I am reading now linear algebra book where it is said that for three vectors $\vec{u}, \vec{v}, \vec{w}$, $c\vec{u}+d\vec{v}+e\vec{w}$ is the linear combination that fills three-dimensional space. But if $\vec{w}$ happens to be $c\vec{u}+d\vec{v}$, then the vector $\vec{w}$ is in the plane of first two. So we do not get the full three-dimensional space.
This confuses me. Actually in my thoughts then we can't even get full two-dimensional plane. Because with $c\vec{u}$ I can get any vector just putting any value to scalar c. Then any sum $c\vec{u}+d\vec{v}$ will be actually the value of some $c\vec{u}$. I feel that I am missing something. Please clarify this and if it is possible show an example of full three-dimensional space of linear combinations.

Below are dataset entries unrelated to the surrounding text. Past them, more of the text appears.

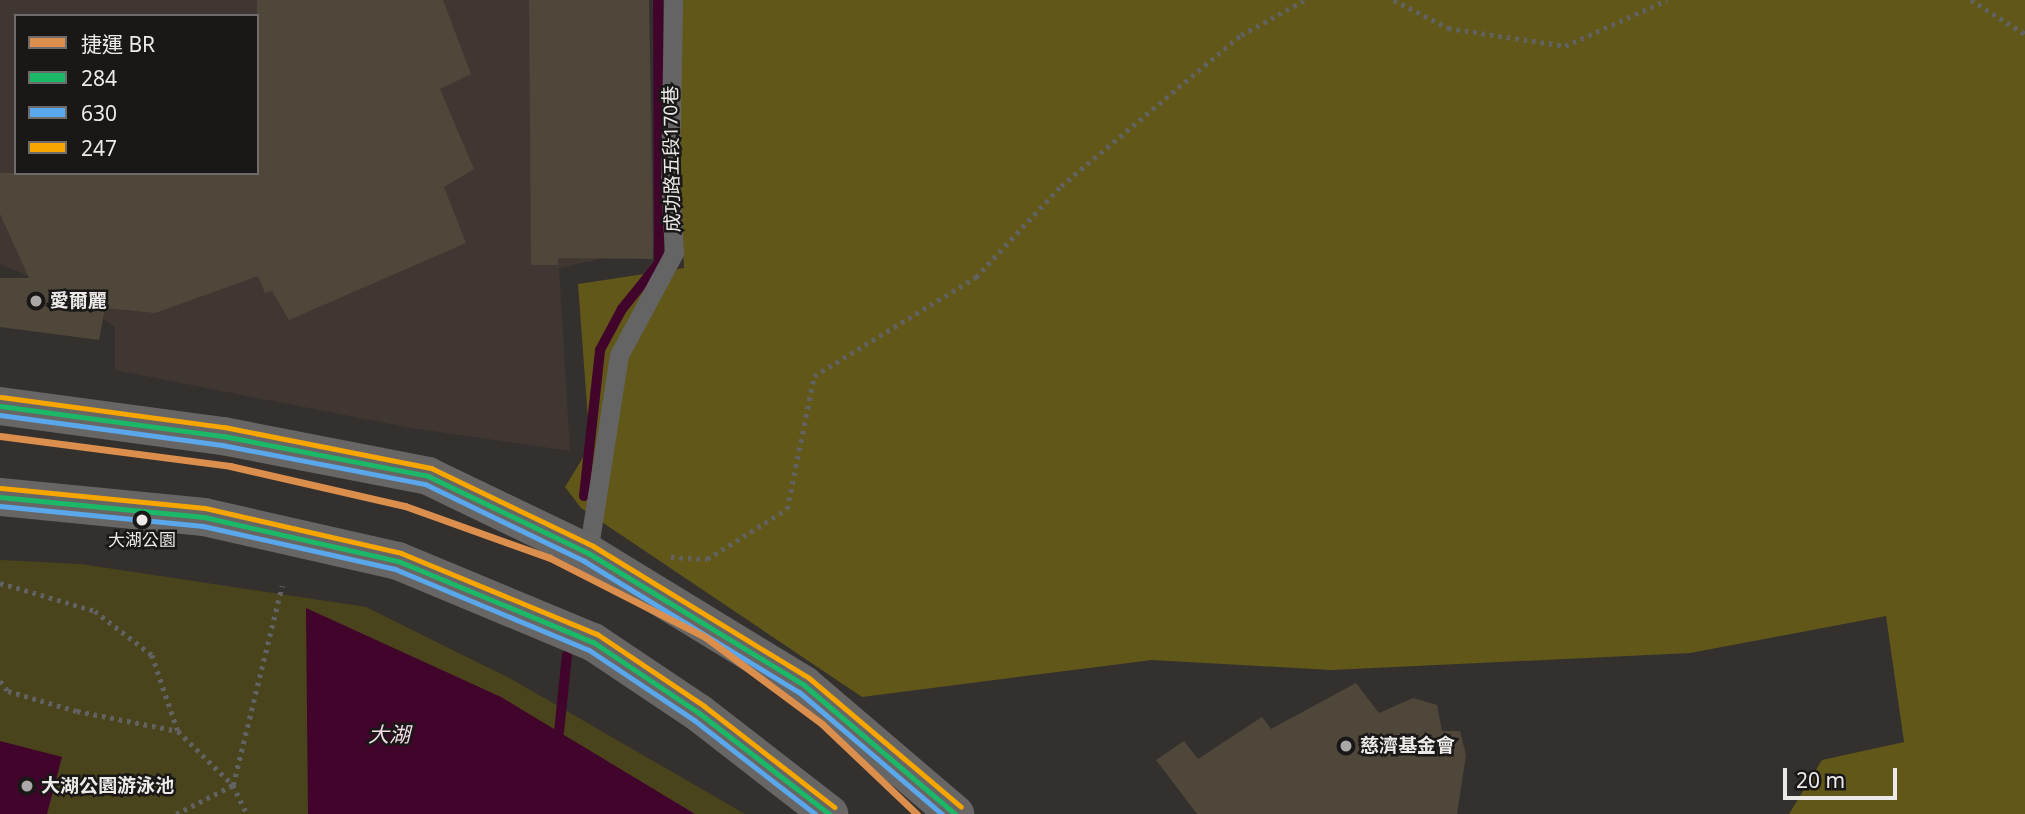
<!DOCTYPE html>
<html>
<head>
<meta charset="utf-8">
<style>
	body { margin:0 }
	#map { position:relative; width:2025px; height:814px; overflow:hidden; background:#33302e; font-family:"Noto Sans","Noto Sans TC",sans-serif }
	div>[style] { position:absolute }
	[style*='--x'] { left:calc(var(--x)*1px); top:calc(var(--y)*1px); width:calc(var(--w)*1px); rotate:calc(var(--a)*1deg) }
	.built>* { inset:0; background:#403732 }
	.green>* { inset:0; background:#4a441c }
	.forest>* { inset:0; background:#605719 }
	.water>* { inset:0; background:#41042b }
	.stream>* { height:10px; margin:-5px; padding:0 5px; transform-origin:5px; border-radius:5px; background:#41042b }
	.building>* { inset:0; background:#4e473a }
	.path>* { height:4.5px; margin-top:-2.25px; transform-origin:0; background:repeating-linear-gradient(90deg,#636262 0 3.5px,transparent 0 8.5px) }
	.service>* { height:19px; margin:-9.5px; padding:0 9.5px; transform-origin:9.5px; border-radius:9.5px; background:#646464 }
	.secondary>* { height:38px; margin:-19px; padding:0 19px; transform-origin:19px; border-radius:19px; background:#676665 }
	.bus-1>* { height:5px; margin:-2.5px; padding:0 2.5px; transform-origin:2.5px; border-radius:2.5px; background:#1ab867 }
	.bus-2>* { height:5px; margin:-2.5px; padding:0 2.5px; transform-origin:2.5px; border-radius:2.5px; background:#5aa8eb }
	.bus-3>* { height:5px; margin:-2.5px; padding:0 2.5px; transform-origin:2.5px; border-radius:2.5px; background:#f7a600 }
	.metro-1>* { height:7px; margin:-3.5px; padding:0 3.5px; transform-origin:3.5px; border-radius:3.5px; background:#dc8e4d }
	.dots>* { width:19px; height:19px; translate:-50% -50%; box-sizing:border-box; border:4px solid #1a1717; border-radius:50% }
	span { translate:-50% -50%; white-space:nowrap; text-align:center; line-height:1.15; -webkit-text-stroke:5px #1a1717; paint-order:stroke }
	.bus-label { font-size:17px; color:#ece9e8 }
	.street-label { font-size:19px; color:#ece9e8 }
	.poi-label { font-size:19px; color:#ece9e8; font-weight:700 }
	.left { translate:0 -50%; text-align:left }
	.water-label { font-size:21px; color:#f2dce7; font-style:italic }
	.legend { position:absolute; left:14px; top:14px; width:245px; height:161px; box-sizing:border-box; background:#1a1717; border:2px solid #6e6b6b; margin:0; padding:9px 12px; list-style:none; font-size:21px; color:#ece9e8 }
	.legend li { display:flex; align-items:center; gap:14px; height:35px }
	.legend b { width:35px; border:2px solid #6e6b6b }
	.scale { position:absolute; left:1783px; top:768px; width:114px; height:32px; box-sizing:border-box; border:4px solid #ece9e8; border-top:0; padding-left:9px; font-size:21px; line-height:24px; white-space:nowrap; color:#ece9e8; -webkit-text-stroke:5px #1a1717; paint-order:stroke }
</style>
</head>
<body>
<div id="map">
	<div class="built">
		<div style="clip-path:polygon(evenodd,0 0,649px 0,655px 247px,559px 268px,570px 451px,411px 428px,115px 370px,115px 327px,60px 289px,0 264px,0 0,16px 16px,257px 16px,257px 173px,16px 173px,16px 16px)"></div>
	</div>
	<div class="green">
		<div style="clip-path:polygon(0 560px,81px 564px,366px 607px,513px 680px,745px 814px,0 814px)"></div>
	</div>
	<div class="forest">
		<div style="clip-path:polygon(670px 0,2025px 0,2025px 814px,1789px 814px,1822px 760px,1904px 742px,1886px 616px,1690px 653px,1332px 670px,1152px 660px,862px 697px,581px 508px,565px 487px,590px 446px,578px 284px,684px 268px)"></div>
	</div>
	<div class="water">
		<div style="clip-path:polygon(306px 608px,501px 697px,695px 814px,308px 814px)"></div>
		<div style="clip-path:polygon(0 741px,62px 757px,47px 814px,0 814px)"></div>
	</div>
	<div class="stream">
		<div style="--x:584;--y:496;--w:147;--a:-83.7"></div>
		<div style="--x:600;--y:350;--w:47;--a:-61.8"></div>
		<div style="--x:622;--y:309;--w:59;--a:-51.2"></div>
		<div style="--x:659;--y:263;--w:263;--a:-90.2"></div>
		<div style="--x:559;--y:732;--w:77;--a:-84.1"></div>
	</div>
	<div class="building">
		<div style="clip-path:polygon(257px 0,443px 0,471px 74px,440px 89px,474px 169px,444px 187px,466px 243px,289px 320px,272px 291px,265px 293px,258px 276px,155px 313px,105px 308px,99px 340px,0 327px,0 278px,29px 278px,0 214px,0 173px,257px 173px)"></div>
		<div style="clip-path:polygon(529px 0,649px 0,653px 259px,558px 258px,558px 265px,531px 265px)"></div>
		<div style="clip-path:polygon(1356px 683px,1379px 713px,1413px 698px,1437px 705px,1442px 731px,1460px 731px,1466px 755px,1457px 814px,1197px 814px,1156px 760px,1184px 741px,1198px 759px,1262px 717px,1271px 729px)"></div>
	</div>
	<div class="path">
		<div style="--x:1394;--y:0;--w:61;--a:27.4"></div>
		<div style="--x:1448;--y:28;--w:118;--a:8.7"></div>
		<div style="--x:1565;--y:46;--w:112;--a:-24.3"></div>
		<div style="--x:1971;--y:0;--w:64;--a:32.2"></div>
		<div style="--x:671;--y:557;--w:36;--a:3"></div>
		<div style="--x:707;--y:559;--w:94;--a:-32"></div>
		<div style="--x:787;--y:509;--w:136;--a:-78.5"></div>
		<div style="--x:814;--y:376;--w:190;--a:-31.4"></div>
		<div style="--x:976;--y:277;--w:125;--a:-47"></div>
		<div style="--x:1061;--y:186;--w:235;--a:-40"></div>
		<div style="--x:1241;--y:35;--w:73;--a:-28.7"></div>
		<div style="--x:0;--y:583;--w:99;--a:16.4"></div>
		<div style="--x:95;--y:611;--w:72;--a:37.7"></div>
		<div style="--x:152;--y:655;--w:80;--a:71.1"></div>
		<div style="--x:178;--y:731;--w:77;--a:44.5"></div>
		<div style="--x:233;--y:785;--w:32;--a:64"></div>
		<div style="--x:0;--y:681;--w:13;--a:51"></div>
		<div style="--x:8;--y:691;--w:72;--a:16.2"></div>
		<div style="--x:77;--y:711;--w:103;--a:11.2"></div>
		<div style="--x:233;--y:785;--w:205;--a:-76.2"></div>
		<div style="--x:176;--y:814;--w:64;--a:-27"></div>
	</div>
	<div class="service">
		<div style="--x:588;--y:553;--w:200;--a:-81.1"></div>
		<div style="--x:619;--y:355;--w:116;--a:-61.7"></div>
		<div style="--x:674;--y:253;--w:75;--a:-93.1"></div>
		<div style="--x:670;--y:178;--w:178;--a:-89"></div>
	</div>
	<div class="secondary">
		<div style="--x:0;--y:406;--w:225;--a:7.7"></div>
		<div style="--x:223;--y:436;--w:209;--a:11"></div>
		<div style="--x:428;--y:476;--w:178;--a:25.7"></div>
		<div style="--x:588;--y:553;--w:253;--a:31.4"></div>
		<div style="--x:804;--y:685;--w:199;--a:40.5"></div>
		<div style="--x:0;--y:497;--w:205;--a:5.6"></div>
		<div style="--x:204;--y:517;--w:199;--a:12.8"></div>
		<div style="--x:398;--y:561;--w:211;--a:22.6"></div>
		<div style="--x:593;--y:642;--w:128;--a:33.8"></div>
		<div style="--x:699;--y:713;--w:165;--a:37.8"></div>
	</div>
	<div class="bus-1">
		<div style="--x:0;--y:406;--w:225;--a:7.7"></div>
		<div style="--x:223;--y:436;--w:209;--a:11"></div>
		<div style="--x:428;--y:476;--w:178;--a:25.7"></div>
		<div style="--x:588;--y:553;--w:253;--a:31.4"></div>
		<div style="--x:804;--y:685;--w:199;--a:40.5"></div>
		<div style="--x:0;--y:497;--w:205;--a:5.6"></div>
		<div style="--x:204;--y:517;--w:199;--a:12.8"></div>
		<div style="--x:398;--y:561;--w:211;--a:22.6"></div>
		<div style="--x:593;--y:642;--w:128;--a:33.8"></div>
		<div style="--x:699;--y:713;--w:165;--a:37.8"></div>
	</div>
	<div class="bus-2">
		<div style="--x:0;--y:415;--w:224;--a:7.7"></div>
		<div style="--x:222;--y:445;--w:207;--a:10.9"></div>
		<div style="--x:425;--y:484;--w:177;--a:25.8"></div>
		<div style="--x:584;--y:561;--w:252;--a:31.4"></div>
		<div style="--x:799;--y:692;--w:188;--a:40.5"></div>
		<div style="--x:0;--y:506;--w:204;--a:5.6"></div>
		<div style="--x:203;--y:526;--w:197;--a:12.6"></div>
		<div style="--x:395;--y:569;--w:210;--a:22.7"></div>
		<div style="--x:589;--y:650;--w:126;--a:33.7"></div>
		<div style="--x:694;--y:720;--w:153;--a:37.8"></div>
	</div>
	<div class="bus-3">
		<div style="--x:1;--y:397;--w:225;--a:7.7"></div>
		<div style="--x:224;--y:427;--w:211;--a:11.2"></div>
		<div style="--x:431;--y:468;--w:180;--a:25.7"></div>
		<div style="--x:593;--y:546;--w:253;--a:31.4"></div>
		<div style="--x:809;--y:678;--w:199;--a:40.3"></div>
		<div style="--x:1;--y:488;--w:205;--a:5.6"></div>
		<div style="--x:205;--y:508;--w:201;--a:12.9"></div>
		<div style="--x:401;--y:553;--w:212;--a:22.5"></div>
		<div style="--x:597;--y:634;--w:129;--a:33.9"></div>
		<div style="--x:704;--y:706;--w:165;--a:37.8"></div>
	</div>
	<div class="metro-1">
		<div style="--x:0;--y:436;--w:232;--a:7.4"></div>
		<div style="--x:230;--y:466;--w:180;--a:12.9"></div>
		<div style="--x:405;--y:506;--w:154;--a:19.7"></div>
		<div style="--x:550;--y:558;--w:174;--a:27"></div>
		<div style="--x:705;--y:637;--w:146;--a:36.6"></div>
		<div style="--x:822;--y:724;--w:131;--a:43.5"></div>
	</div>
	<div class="dots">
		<div style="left:36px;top:301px;background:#aba8a7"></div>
		<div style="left:142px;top:520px;background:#ece9e8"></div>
		<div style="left:1346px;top:746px;background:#aba8a7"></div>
		<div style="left:27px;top:786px;background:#aba8a7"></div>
	</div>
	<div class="bus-label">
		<span style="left:142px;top:540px">大湖公園</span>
	</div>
	<div class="street-label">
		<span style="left:672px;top:159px;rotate:-91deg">成功路五段170巷</span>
	</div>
	<div class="poi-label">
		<span class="left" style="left:50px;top:301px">愛爾麗</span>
		<span class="left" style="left:1360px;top:746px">慈濟基金會</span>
		<span class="left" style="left:41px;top:786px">大湖公園游泳池</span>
	</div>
	<div class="water-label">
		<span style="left:389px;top:734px">大湖</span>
	</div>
	<ul class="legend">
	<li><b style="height:9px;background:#dc8e4d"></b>捷運 BR</li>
	<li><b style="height:9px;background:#1ab867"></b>284</li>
	<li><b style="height:9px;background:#5aa8eb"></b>630</li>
	<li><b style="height:9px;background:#f7a600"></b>247</li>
	</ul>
	<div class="scale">20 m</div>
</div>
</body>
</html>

How about the canonical base? $$ \mathbb{R}^3 = \{ x_1 (1,0,0)^T + x_2 (0,1,0)^T + x_3 (0,0,1)^T \mid x_i \in \mathbb{R} \} $$ Then $$ x = \begin{pmatrix} 1 & 0 & 0 \\ 0 & 1 & 0 \\ 0 & 0 & 1 \end{pmatrix} \begin{pmatrix} x_1 \\ x_2 \\ x_3 \end{pmatrix} $$ is the vector $x$ as linear combination of the canonical base vectors.
The linear independence of a set of vectors hinges on the question, if the null vector can be combined in more than one way ($x_i = 0$ works always) out of them, thus if there is a set of $x_i$ not all of them zero. This relates to the number of solutions of the above linear system for $x=0$. It needs to have exactly one solution $(x_1, x_2, x_3)^T = (0,0,0)^T = 0$.
For the canonical basis vectors, which form the identity matrix, this is the case.